(Items from a dataset)
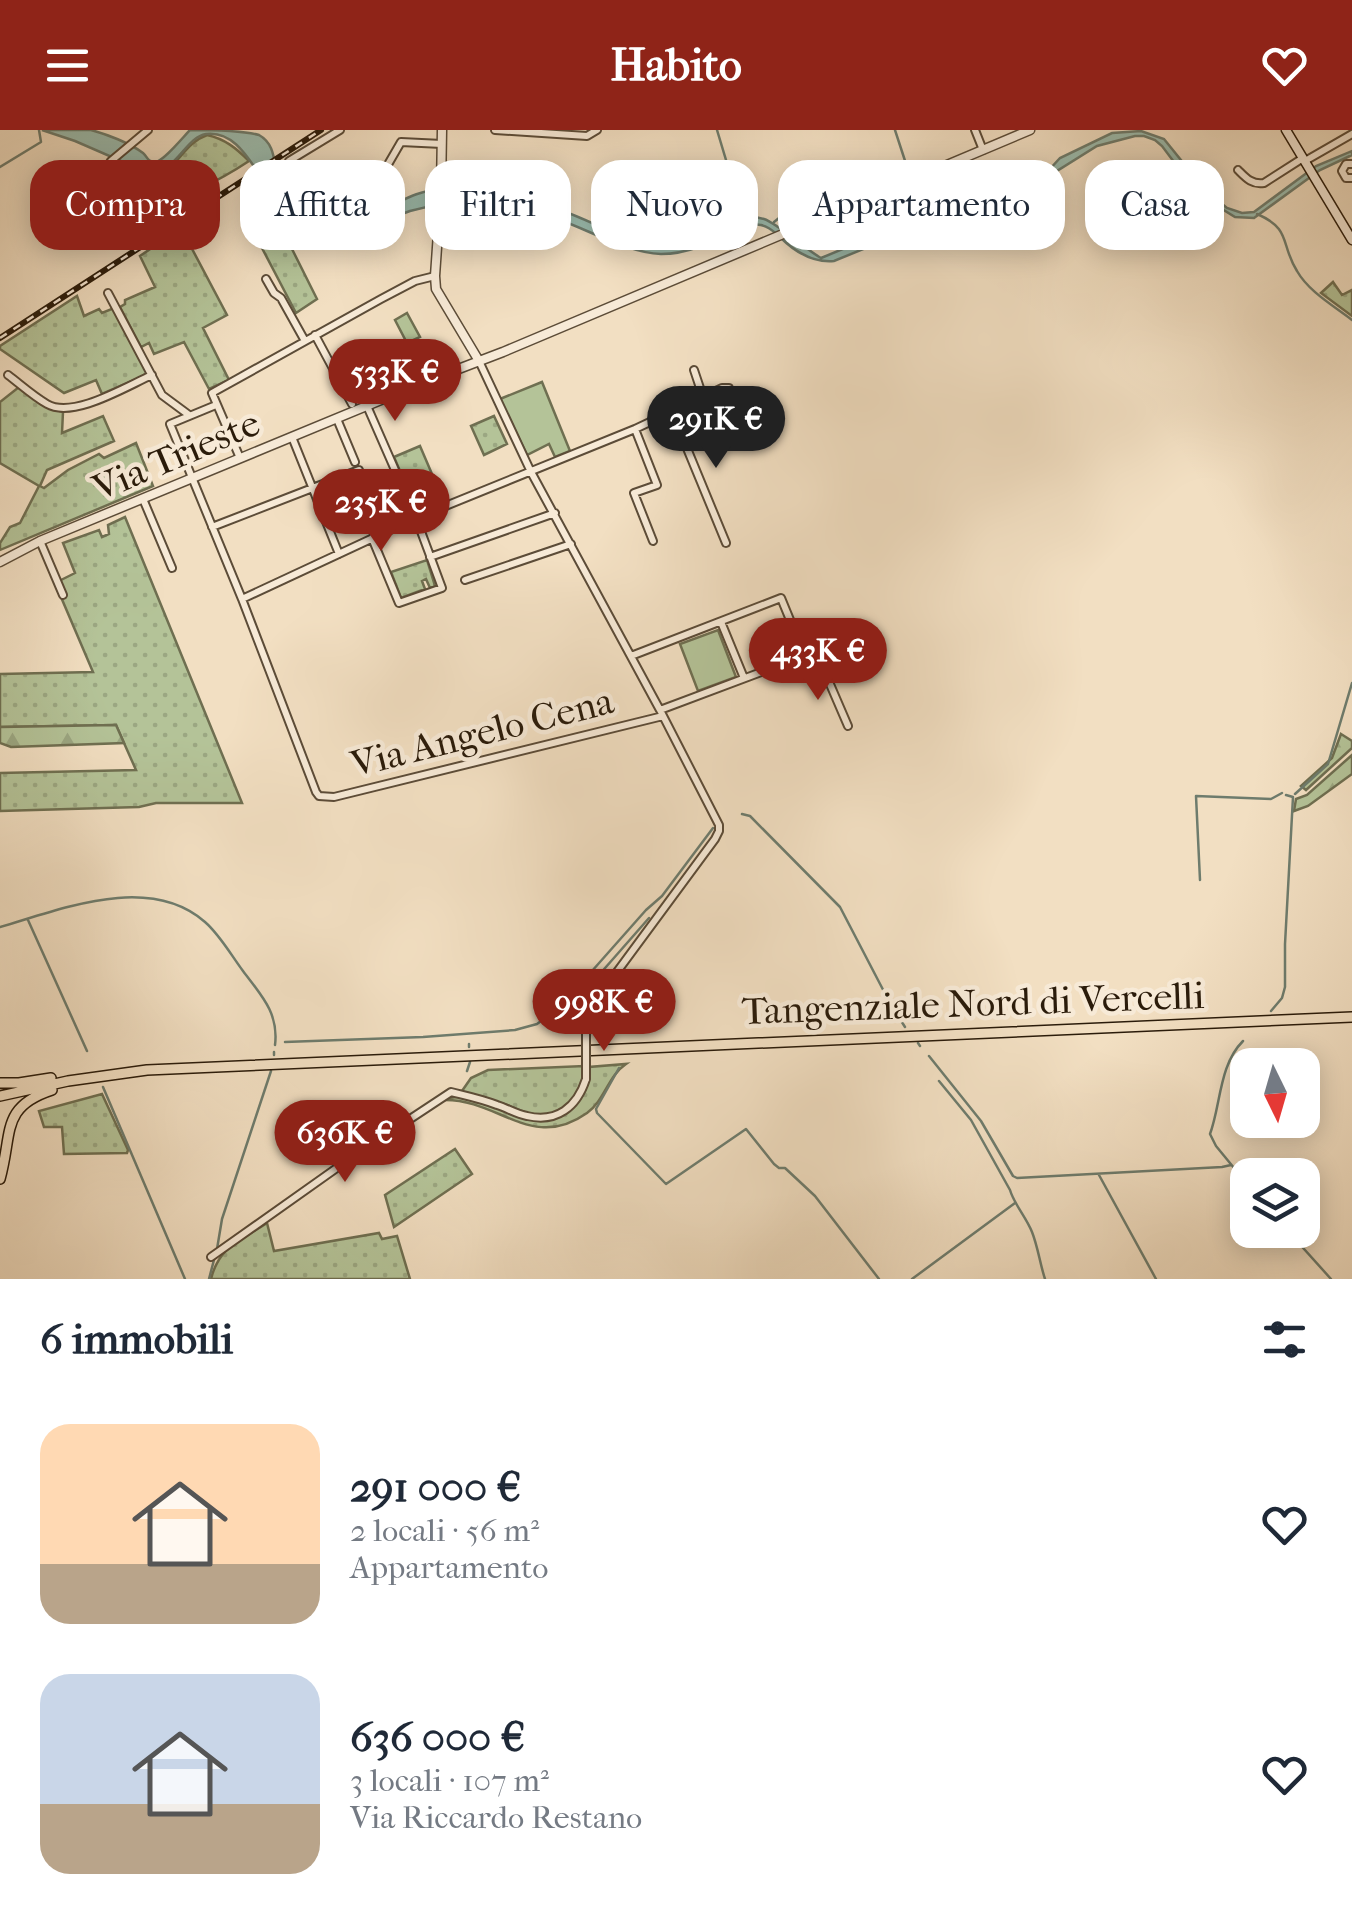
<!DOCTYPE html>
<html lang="it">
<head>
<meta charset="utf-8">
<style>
	body { margin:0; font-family:"IM FELL French Canon",serif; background:#f2f2f3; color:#1f2937; height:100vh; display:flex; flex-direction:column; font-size:38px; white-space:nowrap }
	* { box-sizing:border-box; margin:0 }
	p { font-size:32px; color:#747a83 }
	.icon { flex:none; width:55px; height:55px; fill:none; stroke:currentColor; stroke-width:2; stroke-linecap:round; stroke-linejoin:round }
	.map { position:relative; height:1149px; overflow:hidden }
	.panel { display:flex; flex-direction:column; background:#fff; flex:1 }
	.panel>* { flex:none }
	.top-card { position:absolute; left:30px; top:30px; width:1292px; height:90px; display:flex; gap:20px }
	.needle { width:65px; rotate:175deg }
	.tools { position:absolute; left:1230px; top:918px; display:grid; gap:20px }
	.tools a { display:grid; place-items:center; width:90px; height:90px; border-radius:20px; background:#fff; box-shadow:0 5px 25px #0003; font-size:50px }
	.price { position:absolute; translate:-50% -85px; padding:0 22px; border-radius:35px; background:#8f2418; color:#fff; font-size:32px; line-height:65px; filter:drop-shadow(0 2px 5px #0008) }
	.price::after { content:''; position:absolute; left:50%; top:60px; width:30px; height:22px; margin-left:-15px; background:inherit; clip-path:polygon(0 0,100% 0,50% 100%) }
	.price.current { background:#222; color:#fff }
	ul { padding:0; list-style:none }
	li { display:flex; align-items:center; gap:30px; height:250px; padding:0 40px }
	li span { display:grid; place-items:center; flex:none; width:280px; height:200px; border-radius:30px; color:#555 }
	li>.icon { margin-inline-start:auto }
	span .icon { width:120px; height:120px; fill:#fffc; stroke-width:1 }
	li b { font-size:42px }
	h2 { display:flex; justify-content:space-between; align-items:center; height:120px; padding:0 40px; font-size:42px }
	.tag { padding:0 35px; border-radius:30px; background:#fff; box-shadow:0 5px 25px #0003; font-size:35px; line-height:90px }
	.tag.current { background:#8f2418; color:#fff }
	header { display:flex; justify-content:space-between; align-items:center; height:130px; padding:0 40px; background:#8f2418; color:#fff; font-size:45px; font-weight:800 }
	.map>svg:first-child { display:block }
</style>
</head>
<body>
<header><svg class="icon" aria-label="menu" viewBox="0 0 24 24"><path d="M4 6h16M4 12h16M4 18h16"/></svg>Habito<svg class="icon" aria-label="heart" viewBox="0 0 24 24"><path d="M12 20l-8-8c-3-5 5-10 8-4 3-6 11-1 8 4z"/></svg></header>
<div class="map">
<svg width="1352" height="1149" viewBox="0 0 1352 1149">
	<defs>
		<pattern id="grass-dots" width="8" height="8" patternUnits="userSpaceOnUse" patternTransform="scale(2.5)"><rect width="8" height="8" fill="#b4c398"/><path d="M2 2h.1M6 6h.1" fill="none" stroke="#9ba782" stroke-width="1.8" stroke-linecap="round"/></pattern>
		<pattern id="forest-firs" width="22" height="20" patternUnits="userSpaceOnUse" patternTransform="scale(2.5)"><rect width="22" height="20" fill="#b4c398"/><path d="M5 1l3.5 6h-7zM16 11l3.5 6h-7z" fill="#9ba782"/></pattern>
	</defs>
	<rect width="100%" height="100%" fill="#f2dfc2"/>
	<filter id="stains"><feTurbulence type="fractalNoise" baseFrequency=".002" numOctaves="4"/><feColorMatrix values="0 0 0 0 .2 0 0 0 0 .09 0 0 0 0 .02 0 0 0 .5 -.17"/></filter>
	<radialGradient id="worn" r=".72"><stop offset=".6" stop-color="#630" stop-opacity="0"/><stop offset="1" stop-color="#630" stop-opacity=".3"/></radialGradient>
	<path fill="url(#grass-dots)" stroke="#6f6f51" stroke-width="2.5" d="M207,5C225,9 236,18 249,31C213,55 174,72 133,86L150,48C178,41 182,14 207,5Z
		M275,85L317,169L296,183L251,97Z
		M181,98L227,185L203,198L229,250L209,259L184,212L154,224L149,213L141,217L120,177L125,174V170L155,157L140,126Z
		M1333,152L1342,165L1352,160V186L1321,163Z
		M77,166L84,186L99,179L102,183L114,178L148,244L102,264L96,250L64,263L0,219V216Z
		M19,257L47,277L63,282L62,303L103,286L114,311L47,340L40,356L44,358L68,340L99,324L104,328L136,313L153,356L0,420V413L10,397L20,393L39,356L0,333V272Z
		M494,286L507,314L484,325L471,296Z
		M420,316L444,372L418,383L394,327Z
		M396,351L411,386L385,398L370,361Z
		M125,387L242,673H156L139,677L0,681V643L136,640L116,595L0,597V544L93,542L55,453L75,443L63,413L99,400L102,407L109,404L108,395Z
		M427,430L435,456L430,458L426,449L422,451L425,459L401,468L391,442Z
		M626,934C608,946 605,970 587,983C532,1022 499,969 444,970C461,962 487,972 504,979C511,982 519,987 526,988C531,989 536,987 542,987C574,983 587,970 589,937Z
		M584,936C584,964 563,991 532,984C522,982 512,976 501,973C488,969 474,966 462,961L471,948L488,940Z
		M102,964L128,1020L127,1023L64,1024L62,997H44L39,981Z
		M455,1019L472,1044L394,1097L385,1065Z
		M267,1093L274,1121L379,1103L382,1109L397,1106L410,1149H211C219,1116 241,1110 267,1093Z"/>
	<path fill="url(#forest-firs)" stroke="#6f6f51" stroke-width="2.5" d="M116,595L124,613L11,617L0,613V597Z
		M1341,604L1352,611V618L1306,660L1301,656L1332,628Z
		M1352,625V644L1308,676L1294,681L1296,669L1307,665Z"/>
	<path fill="#b4c398" stroke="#6f6f51" stroke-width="2.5" d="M407,183L420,207L407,213L395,190Z
		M542,252L570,321L555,327L549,314L527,325L500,269Z
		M718,500L736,547L698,561L680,514Z"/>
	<path fill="#9cbdaf" stroke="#6e7c6d" stroke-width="2.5" d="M42,0C58,0 76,0 91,0C106,4 130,13 143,23C148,27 147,32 155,32C163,32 183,7 190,0C211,0 240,0 259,5C277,15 273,35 279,52C285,66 340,83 355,84C384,86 407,62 435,60C457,58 482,65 503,68C518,71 534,71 549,76C585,87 619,109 656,115C669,117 689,114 702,109C724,99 737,81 764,89C777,93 805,119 821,128L935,81L970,72L1004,54L1049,40L1060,28L1112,3L1141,1L1164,9L1206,61L1227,78L1242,83L1254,82L1316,36L1352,21V25L1320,40L1254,88L1235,87L1222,79L1189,52L1162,16L1155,10L1144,6H1135L1097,16L1044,49L997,62L973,77L939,88L834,131C812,133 795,122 780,107C774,102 770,97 761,95C760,95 747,93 746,93C741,95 738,99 733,101C710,113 688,124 661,124C626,123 580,95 546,85C528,80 481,73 463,73C446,73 425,77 410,81C388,89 361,104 337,100C315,97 287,78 272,61C254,42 240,0 206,4C187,7 179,36 153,45L75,11Z"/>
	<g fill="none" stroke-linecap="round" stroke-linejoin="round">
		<path stroke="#6e7c6d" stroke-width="2.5" d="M717,0L744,90
			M0,37L41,12L39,0
			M815,84L909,43L895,0
			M1257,84C1292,99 1280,114 1297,141C1309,162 1334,176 1352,190
			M774,92L779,88L791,93L807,86
			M1295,664L1328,634L1352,553
			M742,684L750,686L840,777L891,875L905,897
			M1200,750L1196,666L1271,669L1282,663
			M28,790L87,921
			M0,797C62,779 149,743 205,792C220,805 231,825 243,841C261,865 279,883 275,915
			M1271,881L1282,868L1285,857V814L1293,667L1286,665
			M568,892L584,862L649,788
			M1243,911C1219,935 1221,974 1210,1004L1216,1016L1248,1055
			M285,912L423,907L515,900L537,894L561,876L646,780L662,766L713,698
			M918,913L920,916
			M469,914V917
			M274,925V922
			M929,926L981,991L1013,1046L1017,1048L1222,1037L1231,1035
			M619,938L596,979L597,983L666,1054L746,999L774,1034L779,1038H785L815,1066L879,1149
			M467,941L470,932
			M939,951L971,990L1010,1060C1014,1074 1026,1087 1032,1102C1038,1117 1040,1134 1045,1149
			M103,957L185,1149
			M1099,1045L1156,1149
			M1287,1100L1331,1149
			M217,1119L222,1089L271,941
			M209,1149L215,1126
			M912,1149L1015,1073"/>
		<defs>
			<path id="minor" d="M495,0L587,6L597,0
				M975,0L983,20
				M289,31L340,0
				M1305,31L1352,4
				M1352,34H1346L1342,41L1346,48H1352
				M106,39L111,31L148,0
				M1238,40C1246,48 1252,55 1264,53L1303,28
				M800,67L814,91
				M361,81L401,12L442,14
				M266,149L274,163L281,168L305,211
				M108,163L162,265L189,285
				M315,205L352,274
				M479,231L531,342L660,580L719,695V701L715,709L594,873L586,898
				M694,240L703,267
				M8,245C20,254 33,266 47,274C73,289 125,257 152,245
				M216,275L170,294L242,469L316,662L319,666L334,667L663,586
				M367,276L416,388L442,458L399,473L372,408
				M672,282L726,413
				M337,289L355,332
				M635,299L657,355L634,363L653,411
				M292,307L339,424
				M240,328L212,263L381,169L415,151L435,146
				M143,369L172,438
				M212,397L359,340
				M40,411L63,465
				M430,427L555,383
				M465,450L571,414
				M242,469L416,388L635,299L722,258H729L736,273
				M721,492L744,548
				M631,526L781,468L804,524
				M660,580L812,523L820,531L848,596
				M211,1127L348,1030L451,962C467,966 482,969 497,975C507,978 516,984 527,986C557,993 577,977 586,949"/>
			<path id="tertiary" d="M442,0L441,60L435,146L436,159L479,231
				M0,432L40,411L427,251L503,222L1030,0"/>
			<path id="secondary" d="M1286,0L1352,110"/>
			<path id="primary" d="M0,953H19L51,948
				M0,966L68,951L147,940L1352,887
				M0,1049C13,1003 0,977 52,960"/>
		</defs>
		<use href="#minor" stroke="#5c4c38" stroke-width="10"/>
		<use href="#tertiary" stroke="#5c4c38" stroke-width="11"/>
		<use href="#secondary" stroke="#2a1b0a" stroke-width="11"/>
		<use href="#primary" stroke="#2a1b0a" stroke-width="12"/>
		<use href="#minor" stroke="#f7ead7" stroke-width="6"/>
		<use href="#tertiary" stroke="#f7ead7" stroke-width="8"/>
		<use href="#secondary" stroke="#f7ead7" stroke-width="8"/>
		<use href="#primary" stroke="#f2dfc2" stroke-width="9"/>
		<defs>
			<path id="rail" d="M0,208L321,0"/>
		</defs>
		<use href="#rail" stroke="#2a1b0a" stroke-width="6"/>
		<use href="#rail" stroke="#f7ead7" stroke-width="2.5" stroke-dasharray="8" stroke-linecap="butt"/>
		<defs>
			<path id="minor-bridge" d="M586,898V949"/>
		</defs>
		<use href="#minor-bridge" stroke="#5c4c38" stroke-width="10" stroke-linecap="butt"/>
		<use href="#minor-bridge" stroke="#f7ead7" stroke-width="6"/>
	</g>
	<g text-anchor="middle" stroke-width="9" stroke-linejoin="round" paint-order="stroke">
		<g font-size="38" fill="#2a1b0a" stroke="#f7ead7">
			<text transform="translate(176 325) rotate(-23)" y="13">Via Trieste</text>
			<text transform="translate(482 602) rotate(-14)" y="13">Via Angelo Cena</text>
			<text transform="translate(973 873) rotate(-2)" y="13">Tangenziale Nord di Vercelli</text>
		</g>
	</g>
	<rect width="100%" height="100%" filter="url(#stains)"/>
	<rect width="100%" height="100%" fill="url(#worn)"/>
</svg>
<div class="tools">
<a><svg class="needle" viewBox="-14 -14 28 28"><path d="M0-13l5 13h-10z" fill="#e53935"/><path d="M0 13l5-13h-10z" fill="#747a83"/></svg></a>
<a><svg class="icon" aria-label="layers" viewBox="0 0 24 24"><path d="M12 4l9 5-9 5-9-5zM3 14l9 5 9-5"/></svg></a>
</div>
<b class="price" style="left:395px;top:294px">533K €</b>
<b class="price current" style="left:716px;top:341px">291K €</b>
<b class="price" style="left:381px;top:424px">235K €</b>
<b class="price" style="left:818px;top:573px">433K €</b>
<b class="price" style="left:604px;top:924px">998K €</b>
<b class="price" style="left:345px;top:1055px">636K €</b>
<div class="top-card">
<a class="tag current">Compra</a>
<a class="tag">Affitta</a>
<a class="tag">Filtri</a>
<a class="tag">Nuovo</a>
<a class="tag">Appartamento</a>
<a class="tag">Casa</a>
</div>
</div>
<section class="panel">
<h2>6 immobili<svg class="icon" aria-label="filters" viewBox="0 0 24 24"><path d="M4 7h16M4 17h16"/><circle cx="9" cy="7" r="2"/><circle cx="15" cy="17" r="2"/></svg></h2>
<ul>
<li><span style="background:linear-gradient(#ffd9b3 70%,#b9a48a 0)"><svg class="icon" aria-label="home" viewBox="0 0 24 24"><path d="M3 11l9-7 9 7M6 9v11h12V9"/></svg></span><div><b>291 000 €</b><p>2 locali · 56 m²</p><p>Appartamento</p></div><svg class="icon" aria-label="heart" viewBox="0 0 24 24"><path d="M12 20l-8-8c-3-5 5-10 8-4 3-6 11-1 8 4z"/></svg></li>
<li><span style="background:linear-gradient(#c9d6e8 65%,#b9a48a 0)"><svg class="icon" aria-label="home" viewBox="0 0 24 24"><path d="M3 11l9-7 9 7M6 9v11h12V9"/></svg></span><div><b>636 000 €</b><p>3 locali · 107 m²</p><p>Via Riccardo Restano</p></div><svg class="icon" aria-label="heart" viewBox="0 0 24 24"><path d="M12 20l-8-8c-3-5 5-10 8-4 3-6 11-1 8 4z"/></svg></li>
</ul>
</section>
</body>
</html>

> **Aim of the task**
Each line above with the string "worn" should be reported in full.

> **Finished task**
	<radialGradient id="worn" r=".72"><stop offset=".6" stop-color="#630" stop-opacity="0"/><stop offset="1" stop-color="#630" stop-opacity=".3"/></radialGradient>
	<rect width="100%" height="100%" fill="url(#worn)"/>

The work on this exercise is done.